Hacker News new | ask | show | jobs
by rahen 18 days ago
That's an idea I had a few months ago: after going through a compaction once the KV cache is nearing capacity, accumulate this knowledge into a dataset to fine-tune a LoRA during offline hours.

This would create a three-layer memory system:

- Stable long-term memory (initial base weights)

- Mid-term memory built from the compactions and replay buffers

- Short-term memory (KV cache)

Sleeping would just be a fancy term for consolidating and transferring information from one memory layer to another during offline hours. Maybe that's also what the brain does while sleeping.

2 comments

Wouldn't that just accelerate collapse? How much do you trust the outputs of the llm to provide trustworthy and valuable new information? I mean I understand distillation works. But that's much more structured and thoughtful than my sessions at least.
We can trust the feedback we give it based on the output it provides.
What kind of feedback are you giving? What's the reward function?
Right now, no feedback since I don't run this system but our workflows could change to accommodate it
I was thinking of curated replay buffers, which would act like "dreams". To prevent collapse, the offline dataset would mix the new mid-term data with a baseline of anchor data (the original training distribution) so the model doesn't drift.

Also, we wouldn't train on the whole session. A separate critic module, like a reward model, would filter the KV cache to extract the high-value information, like a garbage collector before the LoRA.

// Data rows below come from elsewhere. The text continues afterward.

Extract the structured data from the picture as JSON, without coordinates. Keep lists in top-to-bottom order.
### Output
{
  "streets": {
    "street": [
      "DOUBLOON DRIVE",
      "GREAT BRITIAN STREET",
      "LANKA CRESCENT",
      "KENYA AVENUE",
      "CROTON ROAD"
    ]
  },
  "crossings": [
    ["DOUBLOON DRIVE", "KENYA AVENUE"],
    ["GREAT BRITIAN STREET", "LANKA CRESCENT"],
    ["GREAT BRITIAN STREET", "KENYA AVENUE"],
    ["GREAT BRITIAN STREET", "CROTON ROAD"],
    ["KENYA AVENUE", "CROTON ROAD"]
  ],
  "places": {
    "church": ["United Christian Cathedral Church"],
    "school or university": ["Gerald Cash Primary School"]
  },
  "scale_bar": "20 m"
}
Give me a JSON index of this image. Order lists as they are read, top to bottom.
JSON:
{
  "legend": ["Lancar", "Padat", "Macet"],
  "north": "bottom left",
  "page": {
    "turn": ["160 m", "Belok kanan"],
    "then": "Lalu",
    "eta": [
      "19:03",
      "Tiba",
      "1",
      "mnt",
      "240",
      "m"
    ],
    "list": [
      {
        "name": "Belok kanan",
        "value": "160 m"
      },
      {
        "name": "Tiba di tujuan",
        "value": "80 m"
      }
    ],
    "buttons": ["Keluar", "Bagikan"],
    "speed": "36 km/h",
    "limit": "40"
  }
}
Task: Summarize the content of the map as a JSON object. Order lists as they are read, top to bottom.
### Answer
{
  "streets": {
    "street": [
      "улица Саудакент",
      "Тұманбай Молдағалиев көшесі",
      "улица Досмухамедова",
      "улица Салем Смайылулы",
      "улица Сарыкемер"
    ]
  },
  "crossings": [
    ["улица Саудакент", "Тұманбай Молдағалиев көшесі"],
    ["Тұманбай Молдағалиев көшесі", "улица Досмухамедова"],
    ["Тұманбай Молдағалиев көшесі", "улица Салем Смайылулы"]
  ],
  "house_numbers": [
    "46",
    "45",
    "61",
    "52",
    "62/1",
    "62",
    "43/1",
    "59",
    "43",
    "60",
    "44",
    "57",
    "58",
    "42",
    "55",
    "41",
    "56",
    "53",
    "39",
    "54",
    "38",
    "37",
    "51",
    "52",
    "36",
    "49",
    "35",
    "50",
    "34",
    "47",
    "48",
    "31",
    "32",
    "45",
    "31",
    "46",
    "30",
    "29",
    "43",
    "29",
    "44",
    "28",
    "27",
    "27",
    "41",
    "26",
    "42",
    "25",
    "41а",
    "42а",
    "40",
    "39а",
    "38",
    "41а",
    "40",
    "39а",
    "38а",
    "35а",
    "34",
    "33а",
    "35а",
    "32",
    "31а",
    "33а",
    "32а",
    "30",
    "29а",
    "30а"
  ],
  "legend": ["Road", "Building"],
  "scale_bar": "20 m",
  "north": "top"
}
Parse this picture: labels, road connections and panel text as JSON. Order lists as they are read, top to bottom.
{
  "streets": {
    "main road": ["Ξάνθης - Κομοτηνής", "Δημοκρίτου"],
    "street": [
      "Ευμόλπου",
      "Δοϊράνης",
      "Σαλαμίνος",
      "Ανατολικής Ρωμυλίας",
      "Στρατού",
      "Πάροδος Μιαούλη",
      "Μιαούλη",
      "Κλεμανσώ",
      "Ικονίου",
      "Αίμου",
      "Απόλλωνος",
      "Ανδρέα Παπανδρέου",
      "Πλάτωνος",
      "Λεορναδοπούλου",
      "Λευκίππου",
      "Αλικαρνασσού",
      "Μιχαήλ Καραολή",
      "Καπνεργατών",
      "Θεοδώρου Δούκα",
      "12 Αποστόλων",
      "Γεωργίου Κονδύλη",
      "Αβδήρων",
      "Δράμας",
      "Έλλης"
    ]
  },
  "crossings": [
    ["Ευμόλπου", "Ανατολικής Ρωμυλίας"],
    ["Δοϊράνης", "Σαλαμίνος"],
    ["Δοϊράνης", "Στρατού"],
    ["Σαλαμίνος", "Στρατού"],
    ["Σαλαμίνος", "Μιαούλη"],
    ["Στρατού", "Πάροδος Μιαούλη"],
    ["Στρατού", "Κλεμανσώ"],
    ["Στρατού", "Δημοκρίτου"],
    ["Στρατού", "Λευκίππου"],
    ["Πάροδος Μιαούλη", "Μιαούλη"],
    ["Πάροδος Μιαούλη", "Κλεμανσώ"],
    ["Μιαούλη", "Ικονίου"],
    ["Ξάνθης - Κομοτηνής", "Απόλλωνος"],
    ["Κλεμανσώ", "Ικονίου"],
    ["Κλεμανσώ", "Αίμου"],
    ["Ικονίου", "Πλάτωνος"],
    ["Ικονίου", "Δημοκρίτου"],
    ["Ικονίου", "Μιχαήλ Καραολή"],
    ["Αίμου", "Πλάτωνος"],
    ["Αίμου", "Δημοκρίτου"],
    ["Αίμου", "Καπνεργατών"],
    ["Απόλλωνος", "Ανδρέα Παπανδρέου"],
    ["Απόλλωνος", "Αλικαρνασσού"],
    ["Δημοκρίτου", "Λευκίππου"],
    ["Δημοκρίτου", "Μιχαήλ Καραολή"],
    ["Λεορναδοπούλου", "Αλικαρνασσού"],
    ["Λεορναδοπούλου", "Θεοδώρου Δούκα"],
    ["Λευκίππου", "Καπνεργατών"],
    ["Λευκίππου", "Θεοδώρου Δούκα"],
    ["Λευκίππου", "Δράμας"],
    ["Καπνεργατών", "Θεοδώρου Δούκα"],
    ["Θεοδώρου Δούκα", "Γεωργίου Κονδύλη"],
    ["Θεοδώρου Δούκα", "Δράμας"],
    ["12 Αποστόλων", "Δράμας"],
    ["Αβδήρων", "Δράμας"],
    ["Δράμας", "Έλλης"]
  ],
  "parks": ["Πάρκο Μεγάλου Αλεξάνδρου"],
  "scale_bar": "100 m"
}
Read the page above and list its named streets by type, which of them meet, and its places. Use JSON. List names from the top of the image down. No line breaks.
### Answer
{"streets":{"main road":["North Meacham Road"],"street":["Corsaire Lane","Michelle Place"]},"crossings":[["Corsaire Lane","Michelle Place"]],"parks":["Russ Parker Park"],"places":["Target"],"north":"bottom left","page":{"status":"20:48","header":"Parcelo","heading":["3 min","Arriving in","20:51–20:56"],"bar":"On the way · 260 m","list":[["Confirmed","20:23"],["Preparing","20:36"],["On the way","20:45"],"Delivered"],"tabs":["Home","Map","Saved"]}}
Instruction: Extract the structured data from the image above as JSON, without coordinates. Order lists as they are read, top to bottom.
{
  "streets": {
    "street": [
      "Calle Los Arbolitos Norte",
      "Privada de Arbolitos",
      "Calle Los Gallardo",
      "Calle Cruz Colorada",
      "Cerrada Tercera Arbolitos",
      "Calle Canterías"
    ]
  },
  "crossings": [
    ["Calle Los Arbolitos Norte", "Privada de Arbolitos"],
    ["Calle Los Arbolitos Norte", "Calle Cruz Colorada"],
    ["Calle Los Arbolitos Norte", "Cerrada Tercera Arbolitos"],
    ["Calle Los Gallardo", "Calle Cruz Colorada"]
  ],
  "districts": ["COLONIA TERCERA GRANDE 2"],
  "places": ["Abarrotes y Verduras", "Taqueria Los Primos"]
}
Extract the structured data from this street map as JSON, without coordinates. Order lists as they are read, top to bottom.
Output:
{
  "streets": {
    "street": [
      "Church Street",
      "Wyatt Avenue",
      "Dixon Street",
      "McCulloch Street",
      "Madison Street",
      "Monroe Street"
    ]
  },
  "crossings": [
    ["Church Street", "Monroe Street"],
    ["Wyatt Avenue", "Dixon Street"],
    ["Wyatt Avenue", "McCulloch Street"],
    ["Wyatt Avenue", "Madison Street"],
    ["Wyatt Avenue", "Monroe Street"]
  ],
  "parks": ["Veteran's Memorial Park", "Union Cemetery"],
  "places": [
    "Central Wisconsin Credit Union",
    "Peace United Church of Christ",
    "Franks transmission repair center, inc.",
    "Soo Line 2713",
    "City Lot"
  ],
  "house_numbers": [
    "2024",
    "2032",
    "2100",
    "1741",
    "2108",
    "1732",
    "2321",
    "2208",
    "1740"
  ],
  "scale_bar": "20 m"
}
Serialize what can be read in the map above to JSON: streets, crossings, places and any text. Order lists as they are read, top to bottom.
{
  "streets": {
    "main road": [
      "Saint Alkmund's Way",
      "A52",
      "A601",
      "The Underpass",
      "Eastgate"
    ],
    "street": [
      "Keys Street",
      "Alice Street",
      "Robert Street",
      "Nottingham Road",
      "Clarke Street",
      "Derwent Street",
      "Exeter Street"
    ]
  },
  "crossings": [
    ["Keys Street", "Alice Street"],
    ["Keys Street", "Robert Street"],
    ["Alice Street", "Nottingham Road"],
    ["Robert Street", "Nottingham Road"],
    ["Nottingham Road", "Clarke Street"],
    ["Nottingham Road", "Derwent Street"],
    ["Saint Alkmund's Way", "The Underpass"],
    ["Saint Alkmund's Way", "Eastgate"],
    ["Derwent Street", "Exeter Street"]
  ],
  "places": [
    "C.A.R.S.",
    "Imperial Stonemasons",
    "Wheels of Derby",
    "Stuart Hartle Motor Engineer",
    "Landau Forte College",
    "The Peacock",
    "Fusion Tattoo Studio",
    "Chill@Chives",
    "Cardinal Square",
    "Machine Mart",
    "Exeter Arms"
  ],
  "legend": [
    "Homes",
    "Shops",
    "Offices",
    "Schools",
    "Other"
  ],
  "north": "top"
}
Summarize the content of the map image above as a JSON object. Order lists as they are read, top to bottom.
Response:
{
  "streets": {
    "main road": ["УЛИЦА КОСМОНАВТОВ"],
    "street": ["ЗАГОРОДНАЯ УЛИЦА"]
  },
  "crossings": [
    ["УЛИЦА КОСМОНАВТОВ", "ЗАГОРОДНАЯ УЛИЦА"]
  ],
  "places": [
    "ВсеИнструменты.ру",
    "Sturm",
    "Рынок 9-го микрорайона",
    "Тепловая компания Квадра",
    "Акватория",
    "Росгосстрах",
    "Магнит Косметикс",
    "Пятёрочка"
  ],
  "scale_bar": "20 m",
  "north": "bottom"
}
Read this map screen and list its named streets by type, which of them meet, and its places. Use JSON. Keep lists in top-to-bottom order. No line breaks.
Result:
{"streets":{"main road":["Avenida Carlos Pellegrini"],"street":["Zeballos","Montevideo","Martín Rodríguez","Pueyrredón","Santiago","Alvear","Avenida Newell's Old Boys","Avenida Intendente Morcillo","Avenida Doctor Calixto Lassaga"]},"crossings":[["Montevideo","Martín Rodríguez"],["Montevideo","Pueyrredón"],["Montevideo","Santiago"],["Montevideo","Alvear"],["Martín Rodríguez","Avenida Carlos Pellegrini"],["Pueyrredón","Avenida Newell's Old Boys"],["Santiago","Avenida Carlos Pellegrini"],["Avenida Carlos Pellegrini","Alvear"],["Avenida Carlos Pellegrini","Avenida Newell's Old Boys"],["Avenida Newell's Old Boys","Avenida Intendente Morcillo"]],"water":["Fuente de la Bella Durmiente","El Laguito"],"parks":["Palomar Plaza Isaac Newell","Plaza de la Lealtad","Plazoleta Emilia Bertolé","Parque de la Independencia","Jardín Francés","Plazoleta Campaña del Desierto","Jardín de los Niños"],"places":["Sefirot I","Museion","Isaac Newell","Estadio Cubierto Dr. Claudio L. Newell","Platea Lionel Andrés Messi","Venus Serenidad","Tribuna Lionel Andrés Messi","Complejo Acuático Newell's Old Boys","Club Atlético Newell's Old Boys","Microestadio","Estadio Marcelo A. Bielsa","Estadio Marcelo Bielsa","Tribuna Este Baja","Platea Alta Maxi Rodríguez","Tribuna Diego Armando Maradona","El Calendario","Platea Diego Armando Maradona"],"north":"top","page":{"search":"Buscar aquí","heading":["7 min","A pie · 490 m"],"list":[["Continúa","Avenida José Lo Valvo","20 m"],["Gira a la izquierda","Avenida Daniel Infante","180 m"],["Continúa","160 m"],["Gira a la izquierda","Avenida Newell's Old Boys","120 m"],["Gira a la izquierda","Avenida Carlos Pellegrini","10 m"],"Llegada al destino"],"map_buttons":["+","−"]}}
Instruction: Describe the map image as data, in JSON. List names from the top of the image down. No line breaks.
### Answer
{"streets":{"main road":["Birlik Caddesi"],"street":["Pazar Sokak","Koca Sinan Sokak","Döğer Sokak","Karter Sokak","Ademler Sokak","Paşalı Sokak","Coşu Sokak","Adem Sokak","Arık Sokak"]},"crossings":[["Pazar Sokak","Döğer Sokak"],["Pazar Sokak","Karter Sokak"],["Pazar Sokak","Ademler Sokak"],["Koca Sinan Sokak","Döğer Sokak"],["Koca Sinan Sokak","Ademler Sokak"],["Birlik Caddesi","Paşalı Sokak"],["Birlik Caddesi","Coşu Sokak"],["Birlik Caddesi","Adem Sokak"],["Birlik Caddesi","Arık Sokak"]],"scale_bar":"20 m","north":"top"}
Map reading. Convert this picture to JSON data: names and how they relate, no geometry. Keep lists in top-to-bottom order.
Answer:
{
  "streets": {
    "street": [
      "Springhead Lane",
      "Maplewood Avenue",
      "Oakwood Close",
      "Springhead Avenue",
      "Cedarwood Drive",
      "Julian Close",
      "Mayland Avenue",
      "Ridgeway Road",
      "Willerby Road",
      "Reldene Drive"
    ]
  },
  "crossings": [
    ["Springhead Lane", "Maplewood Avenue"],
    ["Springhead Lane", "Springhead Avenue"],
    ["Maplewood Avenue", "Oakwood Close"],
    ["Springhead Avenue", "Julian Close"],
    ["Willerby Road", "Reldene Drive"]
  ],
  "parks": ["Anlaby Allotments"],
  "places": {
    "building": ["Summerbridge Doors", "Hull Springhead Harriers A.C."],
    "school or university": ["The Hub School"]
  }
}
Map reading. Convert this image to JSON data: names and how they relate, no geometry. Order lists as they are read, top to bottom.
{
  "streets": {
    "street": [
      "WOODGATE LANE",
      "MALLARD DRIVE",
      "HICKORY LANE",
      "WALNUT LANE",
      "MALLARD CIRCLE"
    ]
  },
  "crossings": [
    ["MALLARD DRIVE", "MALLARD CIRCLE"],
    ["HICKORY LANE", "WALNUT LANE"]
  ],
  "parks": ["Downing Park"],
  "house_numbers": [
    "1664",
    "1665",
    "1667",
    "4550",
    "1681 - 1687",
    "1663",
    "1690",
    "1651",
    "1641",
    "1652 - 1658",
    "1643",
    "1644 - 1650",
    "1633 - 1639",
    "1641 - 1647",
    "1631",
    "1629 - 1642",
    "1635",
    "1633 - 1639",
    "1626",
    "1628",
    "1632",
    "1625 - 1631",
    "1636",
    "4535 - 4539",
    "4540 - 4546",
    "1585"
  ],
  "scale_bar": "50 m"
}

That's just an idea though. Right now most research focuses on changing the architecture itself (TITAN, HOPE...) instead.

It's a network of computers with GPUs, so there's no reason it can't sleep at the same time it's awake. Just a continuous "sleeping" process going on in the background, incrementally updating the model. No need for the "thinking" process to be "unconscious" while the "sleeping" process runs. Anthropomorphism confuses everything. There's no such thing as "offline hours" because the Earth is a sphere and the United States is not the center of the universe.
> the Earth is a sphere and the United States is not the center of the universe.

Felt like stating the obvious there? Greenwich being the center of everything after all.